The CDO/Oral Health Lead view on:
Universal health insurance
“There are currently no implications for oral health in that. As you know, UHI is just … starting off and as we move towards 2016 and UHI in general, all will unfold. But right now the current status quo is that UHI is up for discussion as to what is covered and is not covered.”
Fighting for more money
“Overall health figures in Ireland are coming in from OECD at around 11%, which [indicates]… in fact, we are spending very similar to other countries in Europe. We are very much up there. No Chief Dental Officer is going to say we have enough money; and no government is going to say that we don’t want more money but it is really important that any new policy that comes out says ‘Look we have our resources …and we are spending it in the right way and as effectively and as efficiently as possible’. We’ll never have enough money.”

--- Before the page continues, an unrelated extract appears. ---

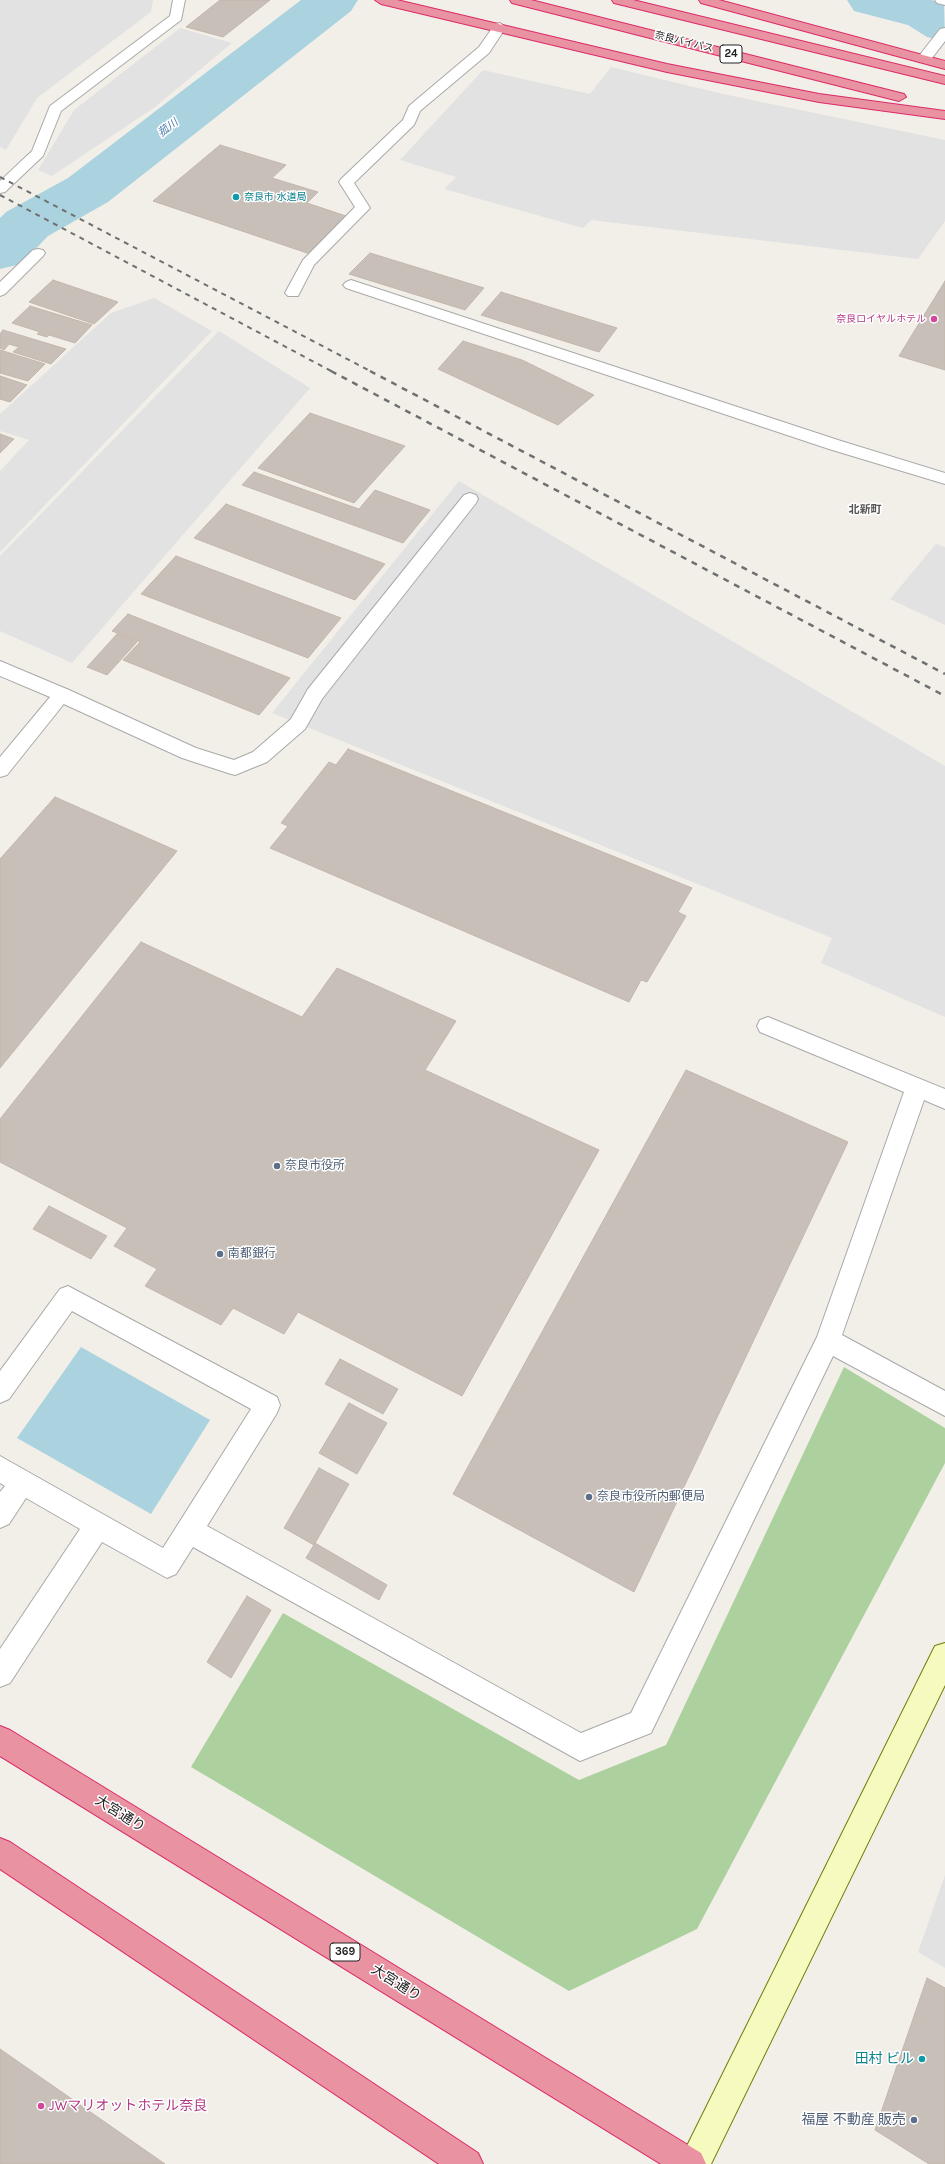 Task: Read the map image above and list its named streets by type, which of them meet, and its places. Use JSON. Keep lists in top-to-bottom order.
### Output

Public Dental Health specialist
Dympna Kavanagh was appointed as Chief Dental Officer in 2013. A graduate of University College Cork Dental School, with a PhD in Preventive Dentistry, Dr Kavanagh has worked in the NHS and in the Irish Health Service. She completed her higher training in Dental Public Health in Guys Hospital, King’s College, London. Dr Kavanagh returned to Ireland in 2001 and is currently National Oral Health Lead in the HSE.